The Question Of Sexuality

I’ve received a few emails by some of my amazing followers (aka: my people), regarding my sexuality. So I thought I’d write a post for those who are curious.

I’ve never liked labels. I never identified myself as straight, lesbian, bisexual or any of those labels. Firstly, because I was confused about my sexuality, and secondly, because it filled me with shame and embarrassment.

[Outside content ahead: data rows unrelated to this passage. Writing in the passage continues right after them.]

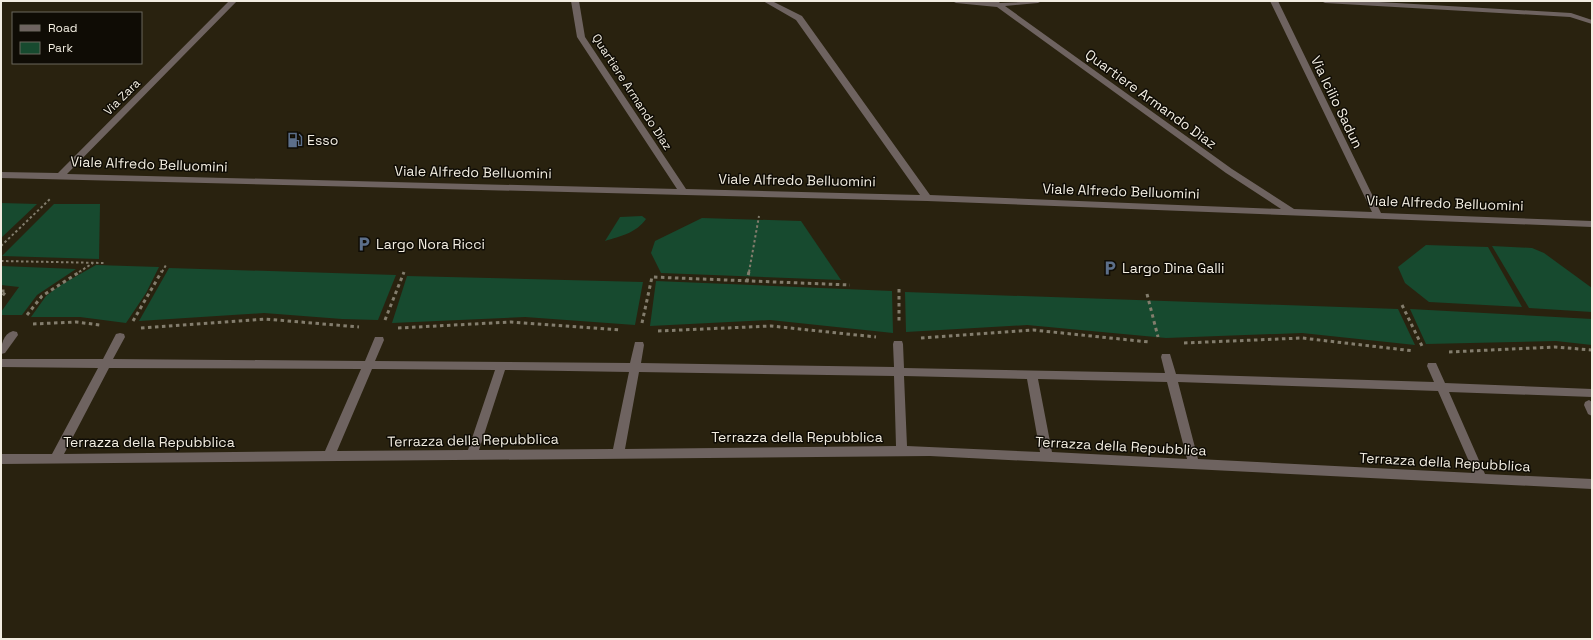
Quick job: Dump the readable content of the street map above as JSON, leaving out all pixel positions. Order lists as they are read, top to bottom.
{
  "streets": {
    "street": [
      "Quartiere Armando Diaz",
      "Via Zara",
      "Via Icilio Sadun",
      "Viale Alfredo Belluomini",
      "Terrazza della Repubblica"
    ]
  },
  "crossings": [
    ["Quartiere Armando Diaz", "Viale Alfredo Belluomini"],
    ["Via Zara", "Viale Alfredo Belluomini"],
    ["Via Icilio Sadun", "Viale Alfredo Belluomini"]
  ],
  "places": {
    "fuel station": ["Esso"],
    "parking": ["Largo Nora Ricci", "Largo Dina Galli"]
  },
  "legend": ["Road", "Park"]
}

I remember when I first started therapy. We got on the subject of sexuality, and I told my therapist that I don’t know what I am. What I identify as. I’ve read that those of us with BPD struggle with our sexuality. So that made perfect sense. It was the story of my life.

But over the past few years, I’ve started realizing that it doesn’t matter. Why should it matter who we love? After all, isn’t it the soul that attracts us the most? And if it’s purely physical, is it really love? To me, it isn’t about the outer shell, but rather what’s inside. It’s not about the body. It’s about connecting to the soul. It’s a deep soul connection.

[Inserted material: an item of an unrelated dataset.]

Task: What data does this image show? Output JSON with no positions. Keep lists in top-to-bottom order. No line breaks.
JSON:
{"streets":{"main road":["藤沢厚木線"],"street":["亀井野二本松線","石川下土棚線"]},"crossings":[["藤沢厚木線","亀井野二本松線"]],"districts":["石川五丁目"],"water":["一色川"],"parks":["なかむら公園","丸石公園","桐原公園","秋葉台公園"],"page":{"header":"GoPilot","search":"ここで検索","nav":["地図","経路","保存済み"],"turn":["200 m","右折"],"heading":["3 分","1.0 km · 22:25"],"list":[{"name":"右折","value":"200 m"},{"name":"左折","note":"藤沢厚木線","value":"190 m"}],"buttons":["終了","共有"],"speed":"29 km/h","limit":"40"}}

I’m a human. Not a label. I’ve never been opposed to falling in love with a male. I actually used to wish I would. Just so I could conform to society’s norm. But fuck the norm. Why shouldn’t love be the norm, and not the form that love takes?

Over the years, I’ve only fallen in love with two women. My ‘first love’, which was never actually a relationship in the first place. And now, my current girlfriend. I’ve been attracted to guys, sure, but I never felt that connection with them. They always felt like brothers or just friends.

An example is my first ‘real’ boyfriend. I just wanted to be friends with him, but every time we’d go out he’d ask me to be his girlfriend. I would always turn him down, but he never got the picture. Until one day, I just gave in and said “okay”. I liked him. I sometimes thought I might be falling in love with him. But the truth was, I saw him more as a good friend, and sometimes even a brother. Which confused me a lot. Especially when it came to the physical intimacy.

In my early twenties, there was another guy I liked. I thought I was in love with him. We had only gone out once. I was friends with his sister, which is how we met. One night we all went out to a bar, and I went to go order drinks with my friend. When I got back to the group, I saw him making out with another girl. My heart broke. I downed my drink, and went back for another one. And another. But the next day, I was over it and realized I wasn’t actually in love with him. I was just lonely and desperate. I had just been trying to conform. To force myself to feel something for someone because he was a he and not because I liked him as a person. As a matter of fact, I didn’t really even like his personality. He was a complete moron.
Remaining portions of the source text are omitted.